Tuesday, September 2, 2008

Window on Eurasia: Russia ‘Losing Ingushetia before Absorbing South Ossetia,’ Moscow Analysts Say

Paul Goble

Vienna, September 2 -- The death of Magomed Yevloyev, which most Ingush and rights groups blame on the government of Murat Zyazikov, his officials say was an accident, and a few writers suggest was a provocation by the West, has radicalized opinion there to the point that, in the words of one analyst, Russia risks “losing Ingushetia before it can absorb South Ossetia.”
Yevloyev, the owner of the independent news portal Ingushetiya.ru which Zyazikov has long sought to shut down and a major opposition figure in his own right, died of bullet wounds to the head while in the custody of Zyazikov’s militia on Sunday. And his funeral yesterday grew into a mass protest, leading to a meeting today that the authorities dispersed.
At the funeral, opposition figures said that the Yevloyev family had declared a blood feud with the Zyazikovs and the family of his interior minister and indicated that protest meetings would continue until Zyazikov was removed from office and held responsible for his actions against the people of Ingushetia.
Indeed, one of the speakers said that the murder of Yevloyev by Zyazikov’s thugs ends any hope for the rule of law as long as the incumbent president remains. Not only does this make it more rather than less likely that people on both sides will now turn to violence, but it also means more Ingush will call for independence (www.ingushetiya.ru/news/15402.html).

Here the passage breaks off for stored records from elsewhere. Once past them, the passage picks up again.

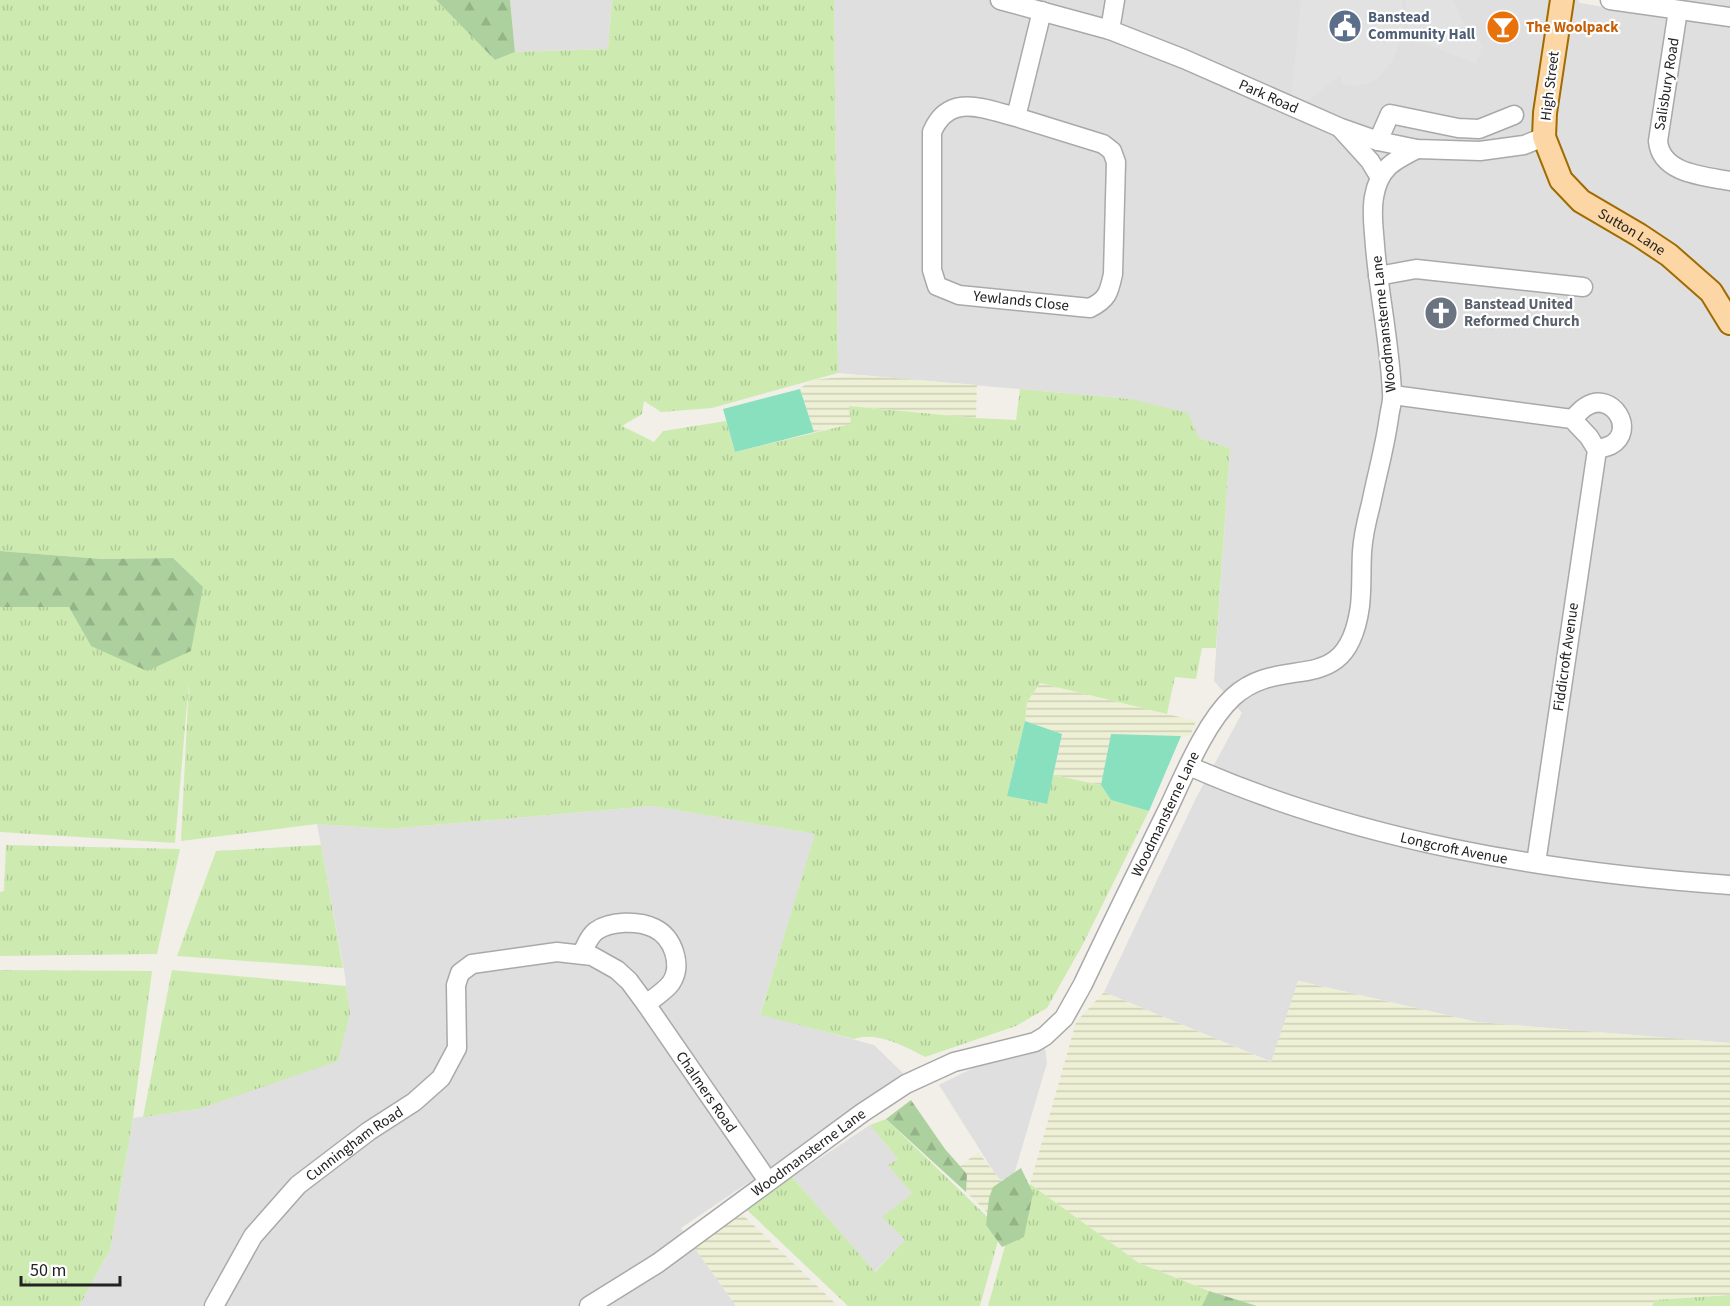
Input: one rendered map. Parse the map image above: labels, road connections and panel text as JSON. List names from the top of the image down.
{
  "streets": {
    "main road": ["High Street", "Sutton Lane"],
    "street": [
      "Salisbury Road",
      "Park Road",
      "Yewlands Close",
      "Woodmansterne Lane",
      "Fiddicroft Avenue",
      "Longcroft Avenue",
      "Chalmers Road",
      "Cunningham Road"
    ]
  },
  "crossings": [
    ["High Street", "Park Road"],
    ["High Street", "Sutton Lane"],
    ["Park Road", "Sutton Lane"],
    ["Woodmansterne Lane", "Longcroft Avenue"],
    ["Woodmansterne Lane", "Chalmers Road"],
    ["Fiddicroft Avenue", "Longcroft Avenue"],
    ["Chalmers Road", "Cunningham Road"]
  ],
  "places": {
    "public building": ["Banstead Community Hall"],
    "bar": ["The Woolpack"],
    "church": ["Banstead United Reformed Church"]
  },
  "scale_bar": "50 m"
}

The meeting today adopted a resolution calling on Ruslan Aushev, whom KGB general Zyazikov replaced in 2002, apparently because Aushev was too popular and too independent, to return to Ingushetia in order to lead the movement against his successor and thus prevent the “destruction” of more Ingush (www.nr2.ru/incidents/194104.html).
That meeting, unlike the one today, was broken up by police loyal to Zyazikov, although the interior ministry there said no one had been hurt and although opposition leaders said they would organize new protests (www.grani.ru/Politics/Russia/Regions/m.140837.html and www.kavkaz-uzel.ru/newstext/news/id/1228312.html).

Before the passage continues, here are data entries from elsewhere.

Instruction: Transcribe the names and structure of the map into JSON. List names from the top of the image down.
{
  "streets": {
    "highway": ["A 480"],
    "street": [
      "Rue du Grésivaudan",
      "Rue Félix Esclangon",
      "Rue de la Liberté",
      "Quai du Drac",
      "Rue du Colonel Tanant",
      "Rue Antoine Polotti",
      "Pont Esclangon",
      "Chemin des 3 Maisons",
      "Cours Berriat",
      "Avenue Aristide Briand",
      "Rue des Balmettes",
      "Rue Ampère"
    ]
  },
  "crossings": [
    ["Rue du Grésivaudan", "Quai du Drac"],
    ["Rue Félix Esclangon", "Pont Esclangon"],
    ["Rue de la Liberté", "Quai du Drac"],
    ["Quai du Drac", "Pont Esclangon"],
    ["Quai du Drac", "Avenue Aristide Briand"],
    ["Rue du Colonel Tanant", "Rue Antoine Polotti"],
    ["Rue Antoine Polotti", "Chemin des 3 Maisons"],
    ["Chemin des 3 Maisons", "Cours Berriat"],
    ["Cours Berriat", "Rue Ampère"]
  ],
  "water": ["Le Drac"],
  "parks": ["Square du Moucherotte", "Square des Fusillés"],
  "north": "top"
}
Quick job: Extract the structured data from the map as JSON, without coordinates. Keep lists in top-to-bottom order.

Zyazikov’s confidence that he could arrange the murder of a political opponent with the expectation that Moscow would back him up is disturbing. But even more striking is the way in which this latest action completes his transformation of Ingushetia from one of the most loyal republics in the North Caucasus to one whose people seek independence.

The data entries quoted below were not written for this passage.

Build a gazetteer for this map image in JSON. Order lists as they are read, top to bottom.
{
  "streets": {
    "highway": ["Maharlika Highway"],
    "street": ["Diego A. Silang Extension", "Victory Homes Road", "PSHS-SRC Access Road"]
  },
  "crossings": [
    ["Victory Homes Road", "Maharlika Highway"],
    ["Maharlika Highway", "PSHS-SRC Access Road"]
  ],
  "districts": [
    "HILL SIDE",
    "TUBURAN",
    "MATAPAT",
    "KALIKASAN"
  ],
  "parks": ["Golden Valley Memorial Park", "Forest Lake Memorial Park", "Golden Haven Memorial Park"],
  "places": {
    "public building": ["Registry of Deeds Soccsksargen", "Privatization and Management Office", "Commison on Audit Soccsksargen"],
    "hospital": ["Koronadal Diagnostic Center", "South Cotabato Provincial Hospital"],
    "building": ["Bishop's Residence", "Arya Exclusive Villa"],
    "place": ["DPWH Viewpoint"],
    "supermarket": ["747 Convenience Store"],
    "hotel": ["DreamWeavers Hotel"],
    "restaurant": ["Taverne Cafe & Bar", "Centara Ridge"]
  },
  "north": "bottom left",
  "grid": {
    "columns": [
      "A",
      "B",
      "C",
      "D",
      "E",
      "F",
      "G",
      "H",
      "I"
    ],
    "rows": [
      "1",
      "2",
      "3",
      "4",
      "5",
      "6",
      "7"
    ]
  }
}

As Sobkorr.ru observer Sergey Petrunin pointed out yesterday, Ingushetia was a relatively quiet place in the 1990s, with a population that did not want to be linked to the independence-minded Chechens and a political opposition that was always interested in working within the law (www.sobkorr.ru/news/48BBCC227BD35.html).
But now thanks to the actions and crimes of Zyazikov, Ingushetia has been “transformed into almost the most unstable [republic in the North Caucasus and the biggest headache” for Moscow, “surpassing even neighboring Chechnya.” Indeed, Petrunin said, “many observers now consider that “what is taking place in Ingushetia can be classified as a real civil war.”
But an even sharper and more devastating comment was made by Moscow commentator Mikhail Delyagin on the Forum.msk.ru portal today. “Russia,” he writes,” has not succeeded in uniting with itself South Ossetia” but it has “already lost Ingushetia,” thanks to the actions of Zyazikov and his clique (forum.msk.ru/material/news/524732.html).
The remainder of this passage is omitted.